Free Local AI in VS Code with Ollama and Cline

This guide shows how to set up the currently strongest free combination of VS Code, Ollama, and the Cline agent for local AI-assisted development.

We use the DeepSeek-R1 model because its built-in chain-of-thought reasoning produces significantly fewer logical errors than a standard language model of the same size. On reasoning-heavy tasks it is broadly competitive with much larger cloud-based models.

Note

Everything runs locally on your machine. No data leaves your system. No API key or subscription required.


Step 1 — Install Ollama (the local model server)

Ollama runs AI models as a local HTTP server that other tools (like Cline) can query.

  1. Go to https://ollama.com and download the installer for your OS (Windows, macOS, or Linux).

  2. Run the installer and start the application. A small Ollama icon should appear in your system tray.


Step 2 — Download a model

Open a terminal (Command Prompt or PowerShell on Windows, Terminal on macOS/Linux) and run one of the following commands.

Use ollama pull to download the model without starting an interactive chat session. This is the right command for a one-time setup.

For machines with 16 GB RAM or more (CPU) or 10 GB+ VRAM (GPU):

ollama pull deepseek-r1:14b

For laptops with 8 GB RAM/VRAM:

ollama pull deepseek-r1:7b

Note

VRAM requirements depend on quantization. The 14b model in 4-bit quantization (Q4, the Ollama default) requires approximately 8–10 GB VRAM. A GPU with 8 GB VRAM can therefore run the 14b model, but may be slow. 16 GB VRAM runs it comfortably. For CPU-only inference, 16 GB RAM is the practical minimum for 14b.

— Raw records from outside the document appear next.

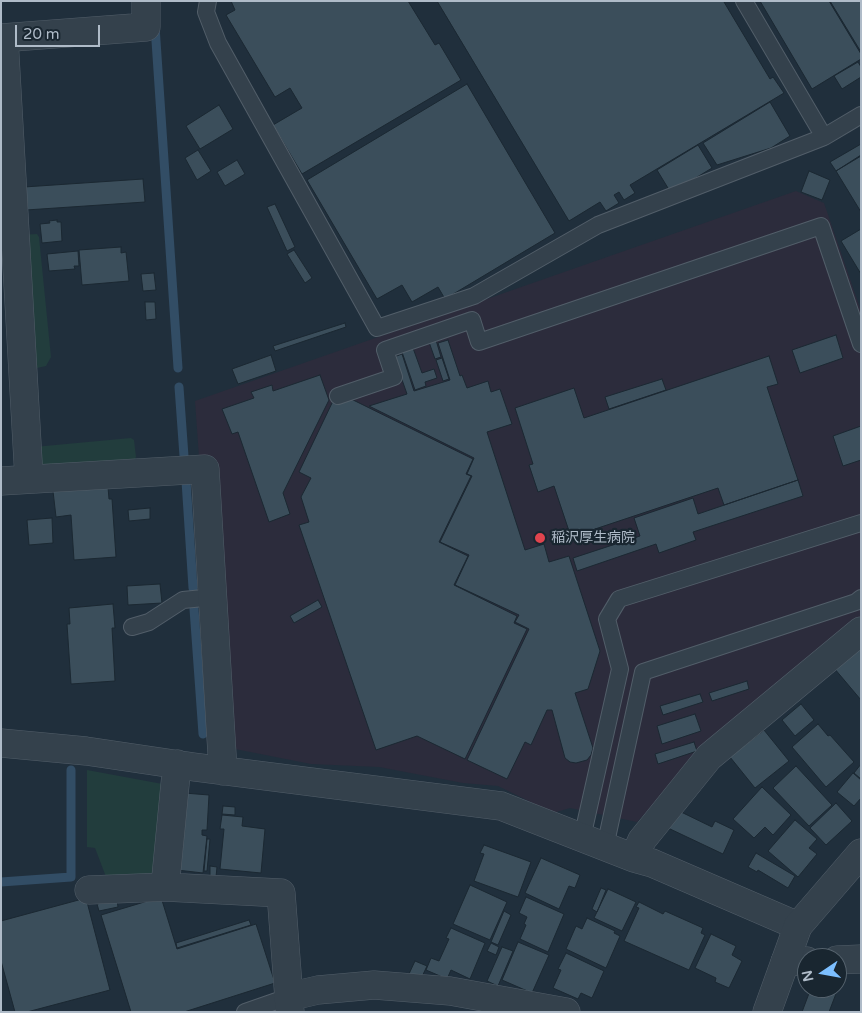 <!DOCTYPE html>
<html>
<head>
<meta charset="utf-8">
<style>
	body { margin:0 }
	#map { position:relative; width:862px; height:1013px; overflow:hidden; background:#202f3c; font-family:"Varela Round",sans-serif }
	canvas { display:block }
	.frame { position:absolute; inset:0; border:2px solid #afbbc8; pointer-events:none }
	.north { position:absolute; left:797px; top:948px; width:50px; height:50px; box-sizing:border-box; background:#192630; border:1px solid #55626d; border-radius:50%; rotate:258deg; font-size:14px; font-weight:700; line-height:20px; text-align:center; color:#afbbc8 }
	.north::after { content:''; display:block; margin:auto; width:18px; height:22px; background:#7cbfff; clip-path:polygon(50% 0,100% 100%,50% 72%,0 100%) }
	.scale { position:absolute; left:15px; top:25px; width:85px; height:22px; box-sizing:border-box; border:2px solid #afbbc8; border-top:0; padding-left:6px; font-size:15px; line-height:18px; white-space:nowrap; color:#afbbc8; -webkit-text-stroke:4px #192630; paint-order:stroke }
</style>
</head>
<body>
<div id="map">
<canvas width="862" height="1013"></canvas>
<div class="frame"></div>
<div class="north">N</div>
<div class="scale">20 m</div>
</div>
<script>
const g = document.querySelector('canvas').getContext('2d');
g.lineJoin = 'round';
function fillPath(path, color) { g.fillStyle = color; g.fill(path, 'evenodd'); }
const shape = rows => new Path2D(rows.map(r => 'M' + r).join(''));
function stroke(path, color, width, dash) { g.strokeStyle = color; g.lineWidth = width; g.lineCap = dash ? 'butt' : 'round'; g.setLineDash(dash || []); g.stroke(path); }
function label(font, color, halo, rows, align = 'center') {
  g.font = font + ' "Varela Round","Noto Sans JP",sans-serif'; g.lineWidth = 4.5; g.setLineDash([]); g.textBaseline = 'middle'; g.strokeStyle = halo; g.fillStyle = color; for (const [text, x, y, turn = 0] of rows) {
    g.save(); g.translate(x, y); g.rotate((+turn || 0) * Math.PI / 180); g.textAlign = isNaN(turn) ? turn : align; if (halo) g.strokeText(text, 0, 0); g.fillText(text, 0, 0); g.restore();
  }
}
const medical = shape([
	[796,191,824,203,861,311,861,620,708,748,637,822,570,808,553,813,498,786,463,783,379,767,311,764,235,749,213,456,199,457,195,401]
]);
const green = shape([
	[37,234,39,237,51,357,46,366,28,370,21,235],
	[131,438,134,440,136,457,134,461,39,466,34,447],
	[87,770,168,785,159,878,108,882,95,848,87,847]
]);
const stream = shape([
	[155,26,178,368],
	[179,387,184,456],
	[186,481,193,588],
	[194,609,203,734],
	[1,882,71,877,71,770]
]);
const building = shape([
	[231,1,408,1,435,45,439,43,461,80,302,174,273,125,302,108,290,88,275,97,226,15,235,10,231,1],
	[437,1,727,1,724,2,770,79,773,77,784,93,630,185,635,193,624,200,619,192,614,195,619,203,606,211,600,202,569,221,437,1],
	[760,1,829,1,861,54,861,59,812,89,760,1],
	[830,1,861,1,861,52,830,1],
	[858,62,861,67,861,77,842,89,834,76,858,62],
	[467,84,555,233,445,299,438,287,412,302,402,285,377,299,307,180,467,84],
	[770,102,790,136,771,148,717,165,703,143,770,102],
	[219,105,233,129,200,149,186,126,219,105],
	[861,144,861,155,836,171,830,162,861,144],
	[698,145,712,168,671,193,657,170,698,145],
	[198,150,211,171,197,180,185,158,198,150],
	[861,156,861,212,836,171,861,156],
	[237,160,245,174,225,186,217,172,237,160],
	[809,171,830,180,822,200,801,192,809,171],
	[143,179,145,202,26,210,24,187,143,179],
	[275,204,295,247,287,251,267,207,275,204],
	[57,220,57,222,61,222,62,241,42,243,40,224,50,223,49,221,57,220],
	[861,229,861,274,841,241,861,229],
	[121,247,121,253,126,252,129,281,82,285,79,250,121,247],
	[294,250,312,278,305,283,287,254,294,250],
	[78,251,79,266,74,266,75,269,49,271,47,254,78,251],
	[154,273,156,290,143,291,141,274,154,273],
	[145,302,155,302,156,319,146,320,145,302],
	[345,323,346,327,275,351,273,346,345,323],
	[836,335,843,358,800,373,792,350,836,335],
	[436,340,441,357,435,359,429,342,436,340],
	[448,340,460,376,462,375,467,388,488,381,491,392,500,389,512,424,487,432,525,550,544,544,549,562,569,556,600,651,588,689,575,693,593,748,591,755,587,760,576,763,570,762,565,758,552,710,547,710,531,745,525,742,507,779,467,760,529,629,515,622,519,615,455,585,469,555,440,542,472,476,467,474,474,458,369,406,407,394,394,357,402,354,414,391,450,380,438,343,448,340],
	[413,348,422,373,434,369,437,378,425,382,426,386,415,390,402,352,413,348],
	[271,355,276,371,238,384,232,369,271,355],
	[769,356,778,384,767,387,798,480,724,505,718,488,571,537,554,486,538,492,529,465,533,464,515,408,574,388,584,418,769,356],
	[442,358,449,379,443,381,436,360,442,358],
	[320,375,329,400,283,493,290,514,269,522,238,432,232,434,222,409,254,398,251,392,272,385,273,391,320,375],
	[662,379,666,390,609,409,605,397,662,379],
	[347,397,473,459,466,474,471,476,439,542,468,556,454,585,517,616,514,623,527,629,465,759,417,736,376,750,299,525,309,522,301,497,311,478,299,472,333,401,347,397],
	[861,426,861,460,843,466,833,436,861,426],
	[798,480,803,496,693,532,696,540,659,553,656,544,577,571,573,558,640,536,634,518,693,498,698,514,798,480],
	[108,487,109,499,112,499,116,557,74,560,71,515,56,517,53,491,108,487],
	[150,508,150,519,129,521,128,510,150,508],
	[52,518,53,543,29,545,27,520,52,518],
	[160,584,162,603,128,605,127,586,160,584],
	[318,600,322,607,294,623,290,616,318,600],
	[113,604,115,628,112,628,115,681,71,684,67,624,70,624,69,608,113,604],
	[861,646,861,700,834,668,861,646],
	[747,681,749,689,712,701,709,693,747,681],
	[700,694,703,702,663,715,660,706,700,694],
	[801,704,814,720,795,736,782,720,801,704],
	[695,714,701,731,662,744,657,726,695,714],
	[818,724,828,736,830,735,854,762,826,787,792,747,818,724],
	[764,730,789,761,755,788,730,757,764,730],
	[694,742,697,751,658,764,655,754,694,742],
	[861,764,861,779,854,773,861,764],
	[796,766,832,805,809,826,773,788,796,766],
	[853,773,861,780,861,798,854,806,837,792,853,773],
	[762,787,791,815,773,835,765,827,754,838,733,819,762,787],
	[184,793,209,795,207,830,202,830,202,835,207,836,203,873,177,870,184,793],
	[836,803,852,821,826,845,810,828,836,803],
	[223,806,235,807,235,815,222,814,223,806],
	[677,810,712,827,715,821,734,830,723,854,668,828,677,810],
	[222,815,243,817,242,826,265,829,261,873,220,869,224,829,220,829,222,815],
	[795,820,817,839,809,848,817,854,798,877,768,851,795,820],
	[207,839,210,839,207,871,204,871,207,839],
	[484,845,531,862,518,897,474,881,484,854,480,853,484,845],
	[756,853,795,876,788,888,758,870,757,872,748,867,756,853],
	[541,858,580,875,575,888,569,886,559,909,525,893,541,858],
	[210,866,217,867,216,877,210,876,210,866],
	[470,885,507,902,490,940,453,924,470,885],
	[601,888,606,890,597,912,592,909,601,888],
	[608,889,636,902,622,931,594,918,608,889],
	[161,897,177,949,256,924,275,983,184,1012,131,1012,101,915,161,897],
	[526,897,564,914,548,952,520,939,526,925,524,924,527,917,519,913,526,897],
	[86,898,110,990,27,1012,15,1012,1,961,1,921,86,898],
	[117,900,118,907,99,911,97,904,117,900],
	[639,902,663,914,665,911,703,928,701,933,705,935,689,970,624,941,639,908,636,907,639,902],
	[504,911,511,915,498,945,491,942,504,911],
	[587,918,615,931,614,933,620,936,606,968,566,949,576,926,582,929,587,918],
	[249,920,251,925,177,948,176,943,249,920],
	[451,928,485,943,470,979,451,970,447,979,426,970,431,958,439,961,449,939,446,938,451,928],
	[711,934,736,946,732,955,742,961,729,988,715,982,716,978,695,968,711,934],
	[518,942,549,955,532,993,502,980,518,942],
	[491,943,499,947,496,955,487,951,491,943],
	[502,947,513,951,498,986,487,981,502,947],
	[566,953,604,971,592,998,581,993,578,999,553,988,561,970,558,969,566,953],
	[415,961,427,966,420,981,408,976,415,961],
	[811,988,830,988,837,991,829,1012,802,1012,811,988]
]);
const service = shape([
	[208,1,206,12,218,43,377,328,474,296,598,225,824,137,861,115],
	[744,1,824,137],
	[338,396,394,377,385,350,472,320,479,342,821,226,861,344],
	[132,627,149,622,183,600,214,597],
	[582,838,620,669,607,619,619,599,861,523],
	[605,847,643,672,856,602,861,598],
	[245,1012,288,997]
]);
const minor = shape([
	[1,38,146,27,146,1],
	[4,38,29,479],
	[1,481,205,469,223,771],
	[1,743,86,751,194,767,501,806,634,858,652,863,798,926],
	[634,858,642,840,709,757,861,631],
	[165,887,177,764],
	[89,890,165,887,281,893,290,1012],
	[837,960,861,959],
	[785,962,807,961],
	[288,997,318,990,374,985,450,991,566,1012]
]);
const tertiary = shape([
	[767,1012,798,926,861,853]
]);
const markers = [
	[540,538,6,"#e0444e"]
];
const poiNames = [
	["稲沢厚生病院",551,538]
];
fillPath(medical, '#2c2c3c');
fillPath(green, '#223d3d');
stroke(stream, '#324d65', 9);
fillPath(building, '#3b4e5b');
stroke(building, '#1b2832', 1);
stroke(service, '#525e69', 18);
stroke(minor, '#525e69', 29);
stroke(tertiary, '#525e69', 29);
stroke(service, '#34414c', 16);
stroke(minor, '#34414c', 28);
stroke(tertiary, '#34414c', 28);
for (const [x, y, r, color] of markers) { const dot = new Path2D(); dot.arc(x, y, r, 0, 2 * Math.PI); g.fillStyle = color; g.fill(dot); stroke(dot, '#192630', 2); }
label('14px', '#afbbc8', '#192630', poiNames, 'left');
</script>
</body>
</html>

Alternative — if DeepSeek-R1 is too slow on your hardware:

ollama pull qwen2.5-coder:7b

qwen2.5-coder:7b is noticeably faster than the 14b DeepSeek model and is optimised specifically for code generation tasks.

Wait for the download to complete before continuing.


Step 3 — Install the Cline extension in VS Code

We use Cline (formerly known as Claude Dev) because it is fully compatible with local, open-source model APIs and provides real agentic capabilities — reading and writing files, running terminal commands, and making multi-step decisions — rather than simple autocomplete.

  1. Open Visual Studio Code.

  2. Click the Extensions icon in the left sidebar (four squares).

  3. Search for Cline.

  4. Click Install.


Step 4 — Connect Cline to Ollama

  1. Click the new Cline icon in the VS Code sidebar (small robot head).

  2. Click the gear icon (Settings) at the bottom of the Cline panel.

  3. Set the following options:

    Setting

    Value

    API Provider

    Ollama

    Base URL

    http://localhost:11434 (Ollama’s default; leave as-is)

    Model ID

    Select the model you downloaded, e.g. deepseek-r1:14b

  4. Custom Instructions (optional): in the Custom Instructions field you can add a persistent system prompt, for example:

    You are a senior software engineer.
    Write clean, well-structured code with concise inline comments.
    Prefer explicit error handling over silent fallbacks.
    

Step 5 — Agent-based workflow

Unlike autocomplete tools, Cline operates as an agent: it plans a sequence of actions, proposes each action to you for approval, and then executes it. Actions include creating and editing files, running terminal commands, and reading project context.

Example task:

In the Cline chat, type:

Create a React web app with a simple dashboard page.
Save all files into a new folder called "my-app".
Install the required dependencies via the terminal.

What happens next:

  1. Cline analyses the task and proposes a plan.

  2. Before creating any file or running any command, Cline asks for your approval.

  3. Click Approve for each step you want to proceed with.

  4. Watch the agent build the folder structure, write the files, and run npm install.

You remain in control at every step. Cline never executes an action without your explicit confirmation.


Troubleshooting

Cline cannot connect to Ollama

Verify that Ollama is running (check the system tray icon). Confirm the Base URL is http://localhost:11434 and that the model name in the Model ID field exactly matches the name shown by ollama list in the terminal.

The model is very slow

Reduce the model size (e.g. switch from 14b to 7b) or try qwen2.5-coder:7b. Performance depends heavily on whether inference runs on GPU or CPU. Check the Ollama logs to see which device is being used.

Cline asks for an API key

Make sure you selected Ollama as the API Provider, not OpenAI or Anthropic. Ollama does not require an API key.